## UFO Sightings Evaluation and Optimization Lab

The goal of this notebook is to find out if our optimized model hyperparmeters out performs the training of our baseline Linear Learner model. We can also compare things like accurary and see if they differ.

What we plan on accompishling is the following:
1. [Create and train our "optimized" model (Linear Learner)](#1.-Create-and-train-our-%22optimized%22-model-(Linear-Learner))
1. Compare the results!

First let's go ahead and import all the needed libraries.

In [1]:
import pandas as pd
import numpy as np
from datetime import datetime


import boto3
from sagemaker import get_execution_role
import sagemaker

In [2]:
role = get_execution_role()
bucket='algorithms-lab'

---

### 1. Create and train our "optimized" model (Linear Learner)

Let's evaluate the Linear Learner algorithm with the new optimized hyperparameters. Let's go ahead and get the data that we already stored into S3 as recordIO protobuf data.

Let's get the recordIO file for the training data that is in S3

In [3]:
train_file = 'ufo_sightings_train_recordIO_protobuf.data'
training_recordIO_protobuf_location = 's3://{}/algorithms_lab/linearlearner_train/{}'.format(bucket, train_file)
print('The Pipe mode recordIO protobuf training data: {}'.format(training_recordIO_protobuf_location))

The Pipe mode recordIO protobuf training data: s3://algorithms-lab/algorithms_lab/linearlearner_train/ufo_sightings_train_recordIO_protobuf.data


Let's get the recordIO file for the validation data that is in S3

In [4]:
validation_file = 'ufo_sightings_validatioin_recordIO_protobuf.data'
validate_recordIO_protobuf_location = 's3://{}/algorithms_lab/linearlearner_validation/{}'.format(bucket, validation_file)
print('The Pipe mode recordIO protobuf validation data: {}'.format(validate_recordIO_protobuf_location))

The Pipe mode recordIO protobuf validation data: s3://algorithms-lab/algorithms_lab/linearlearner_validation/ufo_sightings_validatioin_recordIO_protobuf.data


---

Alright we are good to go for the Linear Learner algorithm. Let's get everything we need from the ECR repository to call the Linear Learner algorithm.

In [5]:
from sagemaker.amazon.amazon_estimator import get_image_uri
import sagemaker

container = get_image_uri(boto3.Session().region_name, 'linear-learner', "1")

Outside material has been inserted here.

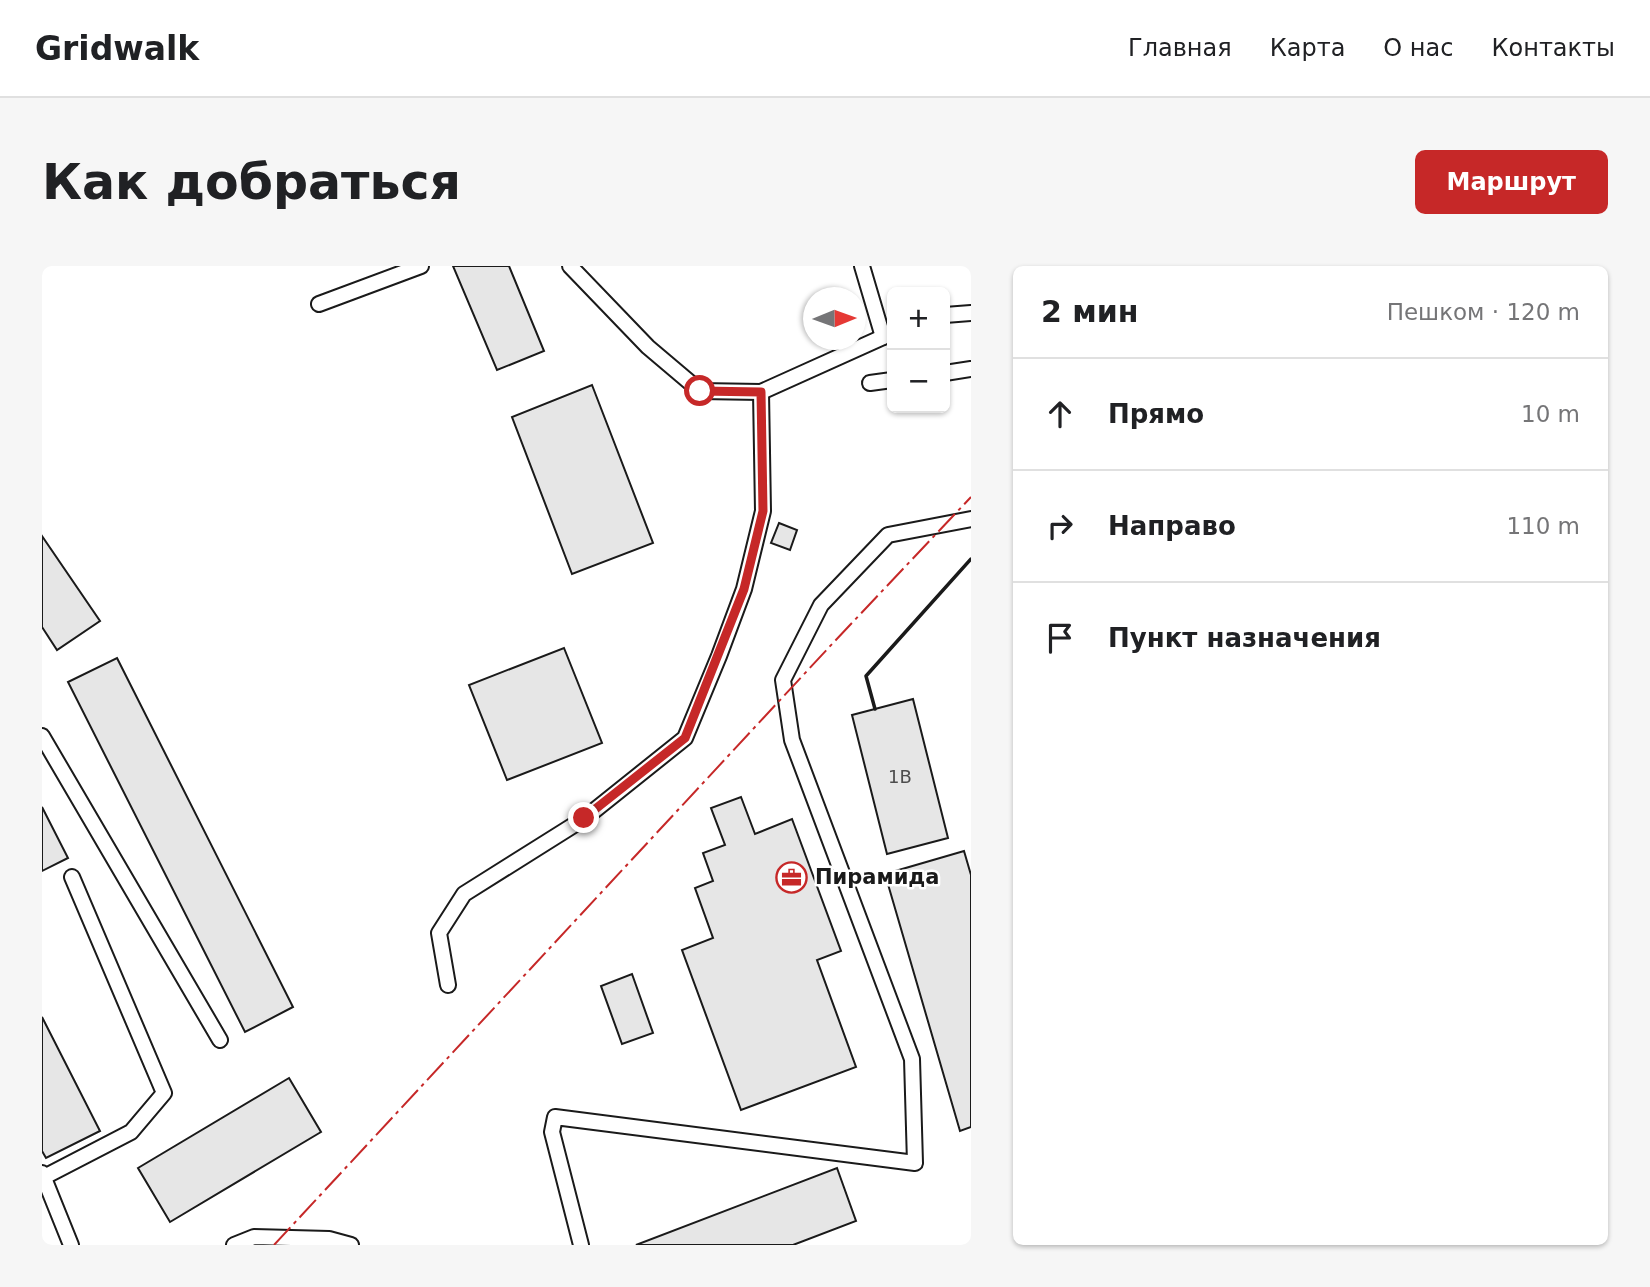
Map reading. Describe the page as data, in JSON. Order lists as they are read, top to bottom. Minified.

Let's create a job and use the optimzed hyperparamters.

In [6]:
# Create a training job name
job_name = 'ufo-linear-learner-job-optimized-{}'.format(datetime.now().strftime("%Y%m%d%H%M%S"))
print('Here is the job name {}'.format(job_name))

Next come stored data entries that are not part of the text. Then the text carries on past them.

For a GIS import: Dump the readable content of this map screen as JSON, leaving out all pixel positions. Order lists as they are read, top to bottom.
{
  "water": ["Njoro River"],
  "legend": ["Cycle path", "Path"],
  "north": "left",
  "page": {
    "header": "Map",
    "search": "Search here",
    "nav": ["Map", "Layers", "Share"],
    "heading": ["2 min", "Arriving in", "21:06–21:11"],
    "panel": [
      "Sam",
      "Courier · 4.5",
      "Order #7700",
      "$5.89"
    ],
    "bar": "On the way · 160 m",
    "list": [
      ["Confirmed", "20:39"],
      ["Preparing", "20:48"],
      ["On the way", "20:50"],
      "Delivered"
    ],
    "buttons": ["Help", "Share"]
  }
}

# Here is where the model-artifact will be stored
output_location = 's3://{}/optimization_evaluation_lab/linearlearner_optimized_output'.format(bucket)

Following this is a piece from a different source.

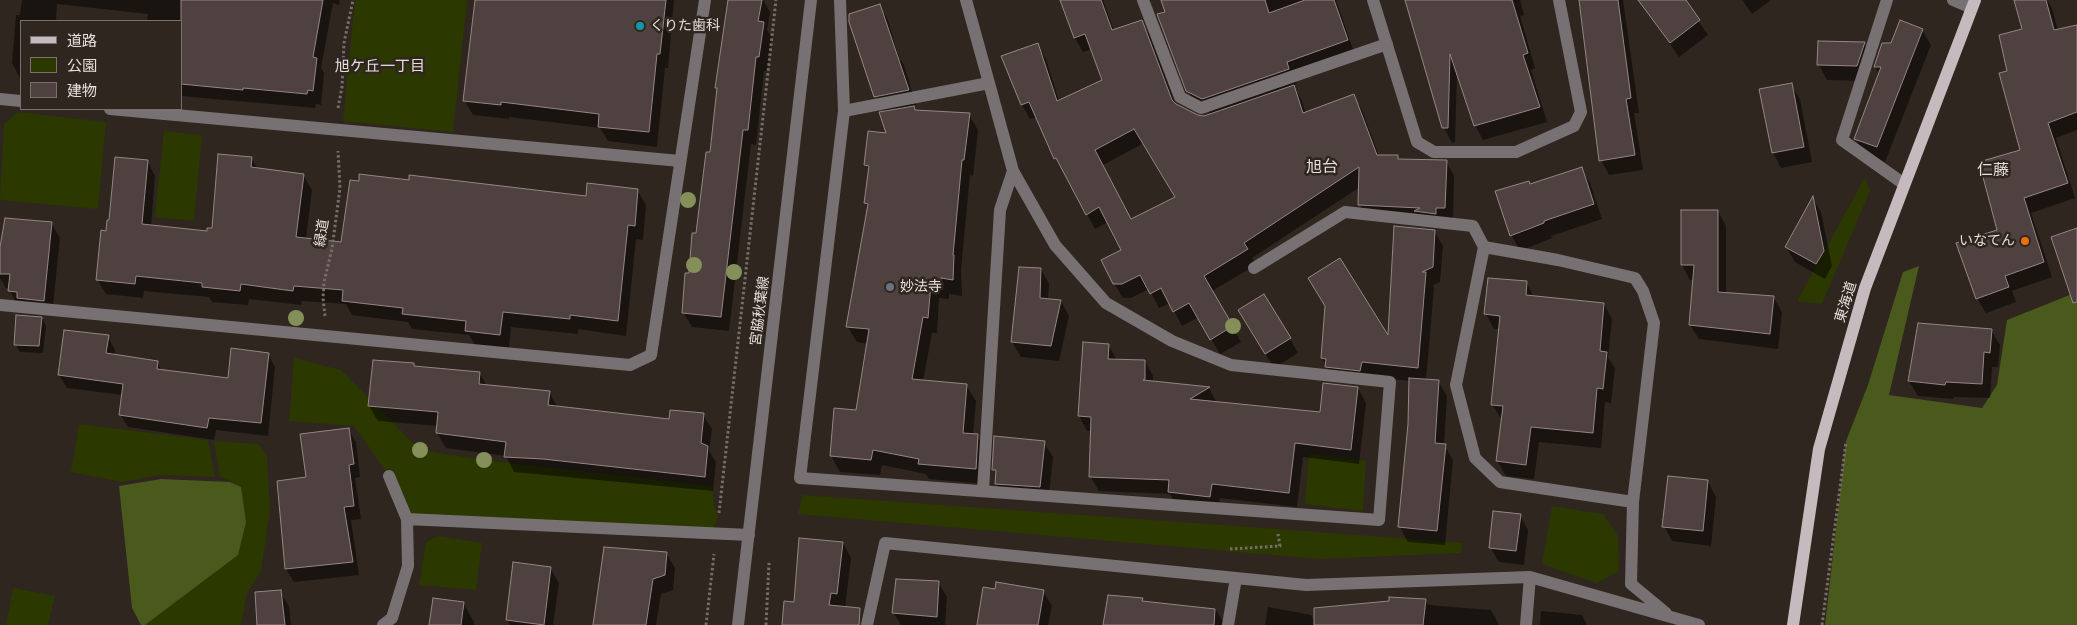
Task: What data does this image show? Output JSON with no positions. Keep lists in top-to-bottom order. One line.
{"streets":{"main road":["東海道"],"street":["宮脇秋葉線"],"path":["緑道"]},"districts":["旭ケ丘一丁目","旭台","仁藤"],"places":["くりた歯科","いなてん","妙法寺"],"legend":["道路","公園","建物"]}
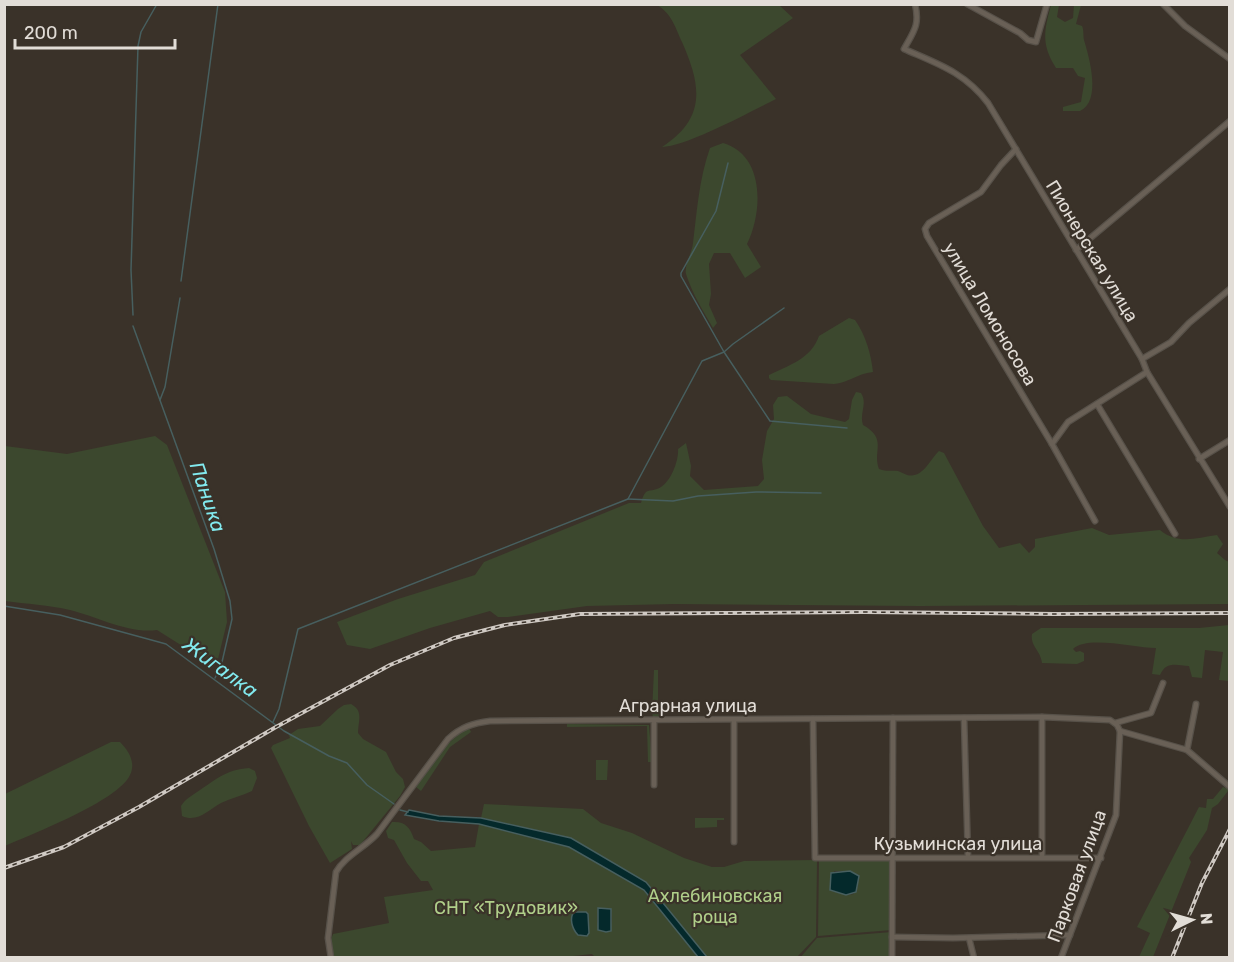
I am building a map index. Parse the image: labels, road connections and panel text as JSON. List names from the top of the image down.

Here is the job name ufo-linear-learner-job-optimized-20190813163756


Next we can start building out our model by using the SageMaker Python SDK and passing in everything that is required to create a Linear Learner training job.

Here are the [linear learner hyperparameters](https://docs.aws.amazon.com/sagemaker/latest/dg/ll_hyperparameters.html) that we can use within our training job.

After we run this job we can view the results.

In [9]:
%%time
sess = sagemaker.Session()

# Setup the LinearLeaner algorithm from the ECR container
linear = sagemaker.estimator.Estimator(container,
                                       role, 
                                       train_instance_count=1, 
                                       train_instance_type='ml.c4.xlarge',
                                       output_path=output_location,
                                       sagemaker_session=sess,
                                       input_mode='Pipe')
# Setup the hyperparameters
linear.set_hyperparameters( feature_dim=22, 
                            predictor_type='multiclass_classifier',
                            num_classes=3,
                            early_stopping_patience=3,
                            early_stopping_tolerance=0.001,
                            epochs=15,
                            l1=0.6854682581436183,
                            learning_rate=0.3845283993921106,
                            loss='auto',
                            mini_batch_size=2157,
                            normalize_data='true',
                            normalize_label='auto',
                            num_models='auto',
                            optimizer='auto',
                            unbias_data='auto',
                            unbias_label='auto',
                            use_bias='false',
                            wd=0.00016191101061184497
                          )


# Launch a training job. This method calls the CreateTrainingJob API call
data_channels = {
    'train': training_recordIO_protobuf_location,
    'validation': validate_recordIO_protobuf_location
}
linear.fit(data_channels, job_name=job_name)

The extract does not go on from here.